MFA statement on the judgement of the Constitutional Tribunal
The judgement of the Constitutional Tribunal of the Republic of Poland of 7 October reaffirmed the hierarchy of the sources of law binding in Poland and in the European Union. The first place in this hierarchy is always reserved for national constitutions of EU member states. EU treaties, as acts of international law, have priority over domestic law of a statutory rank, but they cannot precede constitutions.

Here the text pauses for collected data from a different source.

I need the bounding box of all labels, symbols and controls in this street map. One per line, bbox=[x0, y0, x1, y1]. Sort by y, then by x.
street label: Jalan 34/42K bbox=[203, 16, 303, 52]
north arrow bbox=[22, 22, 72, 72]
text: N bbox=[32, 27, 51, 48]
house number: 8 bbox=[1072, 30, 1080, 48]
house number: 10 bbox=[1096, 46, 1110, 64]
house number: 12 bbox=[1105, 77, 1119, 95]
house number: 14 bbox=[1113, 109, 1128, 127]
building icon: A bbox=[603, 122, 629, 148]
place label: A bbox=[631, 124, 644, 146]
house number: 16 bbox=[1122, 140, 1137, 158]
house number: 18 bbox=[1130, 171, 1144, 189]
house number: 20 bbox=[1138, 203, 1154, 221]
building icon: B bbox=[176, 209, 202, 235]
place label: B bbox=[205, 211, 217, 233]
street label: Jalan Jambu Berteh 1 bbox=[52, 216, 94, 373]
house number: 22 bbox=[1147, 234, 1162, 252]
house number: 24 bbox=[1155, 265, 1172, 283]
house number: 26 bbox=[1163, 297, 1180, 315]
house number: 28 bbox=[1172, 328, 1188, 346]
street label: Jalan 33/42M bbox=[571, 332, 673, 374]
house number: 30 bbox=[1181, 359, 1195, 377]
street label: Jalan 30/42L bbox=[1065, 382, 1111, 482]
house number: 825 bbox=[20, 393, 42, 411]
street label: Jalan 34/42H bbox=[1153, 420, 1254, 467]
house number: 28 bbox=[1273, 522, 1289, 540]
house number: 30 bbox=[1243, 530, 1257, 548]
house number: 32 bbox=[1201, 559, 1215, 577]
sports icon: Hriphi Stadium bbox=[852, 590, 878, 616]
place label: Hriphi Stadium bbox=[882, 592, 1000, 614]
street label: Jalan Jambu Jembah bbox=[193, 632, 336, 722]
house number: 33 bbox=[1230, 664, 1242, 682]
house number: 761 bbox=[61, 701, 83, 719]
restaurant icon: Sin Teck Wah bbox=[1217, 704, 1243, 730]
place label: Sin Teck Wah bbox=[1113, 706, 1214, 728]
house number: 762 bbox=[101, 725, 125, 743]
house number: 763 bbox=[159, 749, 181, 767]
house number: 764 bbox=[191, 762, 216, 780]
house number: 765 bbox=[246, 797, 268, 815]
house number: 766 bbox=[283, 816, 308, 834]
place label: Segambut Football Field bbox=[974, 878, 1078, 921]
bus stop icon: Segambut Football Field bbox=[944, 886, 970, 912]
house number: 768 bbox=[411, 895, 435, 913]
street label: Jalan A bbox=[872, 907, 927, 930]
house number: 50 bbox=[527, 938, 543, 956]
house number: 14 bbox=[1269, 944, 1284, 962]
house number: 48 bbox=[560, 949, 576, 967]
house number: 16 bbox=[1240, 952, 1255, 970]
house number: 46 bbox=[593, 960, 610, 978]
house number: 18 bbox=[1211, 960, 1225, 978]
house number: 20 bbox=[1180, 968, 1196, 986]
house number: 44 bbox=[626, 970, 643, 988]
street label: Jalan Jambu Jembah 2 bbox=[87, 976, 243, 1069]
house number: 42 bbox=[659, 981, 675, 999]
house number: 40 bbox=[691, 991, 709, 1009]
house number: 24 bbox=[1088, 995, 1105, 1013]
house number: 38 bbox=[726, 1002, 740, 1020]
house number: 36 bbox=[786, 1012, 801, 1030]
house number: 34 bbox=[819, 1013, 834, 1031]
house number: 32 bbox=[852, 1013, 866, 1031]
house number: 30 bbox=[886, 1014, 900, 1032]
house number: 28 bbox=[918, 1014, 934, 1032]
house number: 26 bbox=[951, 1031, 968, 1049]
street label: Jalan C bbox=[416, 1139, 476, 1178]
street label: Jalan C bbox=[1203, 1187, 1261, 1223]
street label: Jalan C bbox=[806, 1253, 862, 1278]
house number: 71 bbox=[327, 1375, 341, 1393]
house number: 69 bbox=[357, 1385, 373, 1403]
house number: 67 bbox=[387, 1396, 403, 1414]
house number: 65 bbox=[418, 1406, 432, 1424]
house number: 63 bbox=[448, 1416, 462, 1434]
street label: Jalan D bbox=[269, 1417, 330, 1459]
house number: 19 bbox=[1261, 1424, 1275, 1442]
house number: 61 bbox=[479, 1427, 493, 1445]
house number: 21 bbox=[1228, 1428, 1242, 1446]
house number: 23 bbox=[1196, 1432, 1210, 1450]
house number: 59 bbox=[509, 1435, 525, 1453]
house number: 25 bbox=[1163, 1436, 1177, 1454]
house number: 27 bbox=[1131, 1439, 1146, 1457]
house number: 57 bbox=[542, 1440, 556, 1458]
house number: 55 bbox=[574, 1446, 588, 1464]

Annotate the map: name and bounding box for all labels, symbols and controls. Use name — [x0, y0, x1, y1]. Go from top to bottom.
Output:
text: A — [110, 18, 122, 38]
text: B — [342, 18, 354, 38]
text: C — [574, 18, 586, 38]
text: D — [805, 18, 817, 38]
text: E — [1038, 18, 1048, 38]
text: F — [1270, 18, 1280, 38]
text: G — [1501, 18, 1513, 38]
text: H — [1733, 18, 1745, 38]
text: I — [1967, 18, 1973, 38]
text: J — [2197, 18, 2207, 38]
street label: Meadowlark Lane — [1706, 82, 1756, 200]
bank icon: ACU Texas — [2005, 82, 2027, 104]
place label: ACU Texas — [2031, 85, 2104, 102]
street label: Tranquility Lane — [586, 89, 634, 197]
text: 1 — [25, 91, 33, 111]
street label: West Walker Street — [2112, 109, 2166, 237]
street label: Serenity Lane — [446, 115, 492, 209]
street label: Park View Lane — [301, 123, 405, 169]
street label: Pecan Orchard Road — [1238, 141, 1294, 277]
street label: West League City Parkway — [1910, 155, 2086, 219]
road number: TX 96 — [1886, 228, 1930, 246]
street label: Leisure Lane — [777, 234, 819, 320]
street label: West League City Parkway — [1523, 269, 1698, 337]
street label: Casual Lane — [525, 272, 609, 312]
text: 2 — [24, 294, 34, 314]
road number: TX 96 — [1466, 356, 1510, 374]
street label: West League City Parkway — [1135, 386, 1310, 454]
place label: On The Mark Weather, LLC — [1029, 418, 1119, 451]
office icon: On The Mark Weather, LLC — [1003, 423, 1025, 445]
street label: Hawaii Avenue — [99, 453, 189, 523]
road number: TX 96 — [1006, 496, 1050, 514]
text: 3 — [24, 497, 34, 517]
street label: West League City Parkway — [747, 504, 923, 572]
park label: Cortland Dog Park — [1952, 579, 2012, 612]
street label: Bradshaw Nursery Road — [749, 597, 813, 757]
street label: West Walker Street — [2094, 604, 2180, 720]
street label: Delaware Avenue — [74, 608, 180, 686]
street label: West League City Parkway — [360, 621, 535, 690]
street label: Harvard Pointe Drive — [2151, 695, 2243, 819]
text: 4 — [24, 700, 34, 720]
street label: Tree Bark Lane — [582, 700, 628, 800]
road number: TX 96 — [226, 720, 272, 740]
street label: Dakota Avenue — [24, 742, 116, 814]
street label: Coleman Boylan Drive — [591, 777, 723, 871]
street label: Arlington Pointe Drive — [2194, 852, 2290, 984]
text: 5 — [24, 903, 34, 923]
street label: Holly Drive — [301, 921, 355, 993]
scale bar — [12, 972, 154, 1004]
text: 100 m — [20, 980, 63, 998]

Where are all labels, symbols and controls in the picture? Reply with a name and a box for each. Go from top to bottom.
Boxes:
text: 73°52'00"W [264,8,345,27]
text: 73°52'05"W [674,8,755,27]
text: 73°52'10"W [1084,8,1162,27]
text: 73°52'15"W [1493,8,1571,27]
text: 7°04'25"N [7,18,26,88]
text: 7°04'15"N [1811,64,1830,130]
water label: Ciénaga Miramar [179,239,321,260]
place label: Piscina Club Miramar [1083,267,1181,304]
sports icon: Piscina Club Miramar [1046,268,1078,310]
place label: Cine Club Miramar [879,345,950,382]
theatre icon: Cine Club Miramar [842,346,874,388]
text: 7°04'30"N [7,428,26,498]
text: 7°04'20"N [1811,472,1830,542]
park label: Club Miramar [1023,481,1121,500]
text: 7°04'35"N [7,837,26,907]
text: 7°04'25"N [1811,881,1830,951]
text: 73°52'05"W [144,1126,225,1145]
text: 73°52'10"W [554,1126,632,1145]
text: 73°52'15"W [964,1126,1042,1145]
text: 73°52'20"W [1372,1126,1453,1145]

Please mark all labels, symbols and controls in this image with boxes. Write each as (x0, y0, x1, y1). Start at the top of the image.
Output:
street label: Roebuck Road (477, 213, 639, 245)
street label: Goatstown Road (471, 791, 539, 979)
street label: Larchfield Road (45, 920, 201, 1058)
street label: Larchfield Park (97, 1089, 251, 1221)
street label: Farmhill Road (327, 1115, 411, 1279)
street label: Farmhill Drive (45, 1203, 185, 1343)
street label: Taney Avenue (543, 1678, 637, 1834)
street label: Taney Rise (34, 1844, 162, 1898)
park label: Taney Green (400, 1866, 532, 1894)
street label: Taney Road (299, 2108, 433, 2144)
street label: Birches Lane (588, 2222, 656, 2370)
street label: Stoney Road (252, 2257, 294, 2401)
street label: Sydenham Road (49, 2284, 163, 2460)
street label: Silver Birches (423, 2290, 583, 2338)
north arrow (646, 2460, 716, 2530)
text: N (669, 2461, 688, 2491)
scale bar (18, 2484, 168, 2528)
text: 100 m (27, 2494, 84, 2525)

This principle does not raise any doubts in the case law of the courts and constitutional courts of many EU member states. These courts have repeatedly held that certain acts of the EU institutions, in particular of the Court of Justice of the EU, may be considered ultra vires, i.e. to exceed the powers granted to these institutions by the treaties. Such rulings were made, inter alia, in France, Denmark, Italy, the Czech Republic, Spain or Romania. The strongest line of jurisprudence in this respect has been established since the 1970s by the German Federal Constitutional Court.
The Polish Constitutional Tribunal has also issued similar rulings in the past – while being composed of judges elected by the Polish Parliament in all political configurations since Poland's accession to the EU. In 2005 Constitutional Tribunal presided over by Judge Marek Safjan established the principle that "the Constitution is the supreme law of the Republic of Poland in relation to all international agreements binding it, including agreements on the transfer of competence in certain matters. The Constitution enjoys the primacy of validity and application within the territory of Poland" (judgment of 11 May 2005, case K 18/04). This principle was reaffirmed in subsequent judgements of the Constitutional Tribunal, i.a. in the ruling of 19 December 2006 (P 37/05), declaring that "the Constitutional Tribunal is obliged to understand its position in such a way that it retains the position of »court of last resort« with respect to the Polish Constitution", as well as in the judgment of 24 November 2010 (K 32/09), stating that "the transfer of competencies to the EU may not infringe the principle of supremacy of the Constitution and may not violate any provisions of the Constitution".
The judgment of 7 October confirms this long-standing line of jurisprudence. The Constitutional Tribunal did not question the provisions of the Treaty on European Union per se. Nevertheless, it pointed out that their interpretation leading to a factual supremacy of the norms of international law over the national law of constitutional rank would be incompatible with the hierarchy of the sources of law established in the Polish Constitution. Interpretation of the EU law, resulting from the recent jurisprudence of the CJEU, and challenged by the Constitutional Tribunal, would lead to a situation where Polish judges would be forced (by the EU law, i.e. a legal norm of a lower rank) to disregard the provisions of the Polish Constitution (a legal norm of a higher rank).
Moreover, such an interpretation would establish a lower standard of judicial protection for Polish citizens than they are entitled to under the Constitution. In accordance with the Constitution, judges appointed by the President of the Republic of Poland are irremovable, independent, and within the exercise of their office, they are subject only to the Constitution and statutes. The interpretation of EU law questioned by the Constitutional Tribunal was intended to undermine this principle, allowing the validity of judicial sentences to be questioned and in fact depriving judges of their judicial power. As a consequence, it would also deprive the citizens of legal certainty and trust in the judiciary. Accepting this interpretation would, therefore, lower the standard of legal protection below the level guaranteed in the Polish Constitution. Hence, it could not be recognized by the Constitutional Tribunal as compliant with the Polish Constitution.
Republic of Poland respects the binding international law pursuant to art. 9 of the Constitution. All obligations arising from both primary and secondary European Union law remain in force and thus, will be continue to be fully respected by Poland. The provisions of the Treaty of the European Union indicated in the judgment of the Constitutional Tribunal of 7 October remain in force. What cannot be accepted, are only the forms of their interpretation or application that violate the Constitution of the Republic of Poland.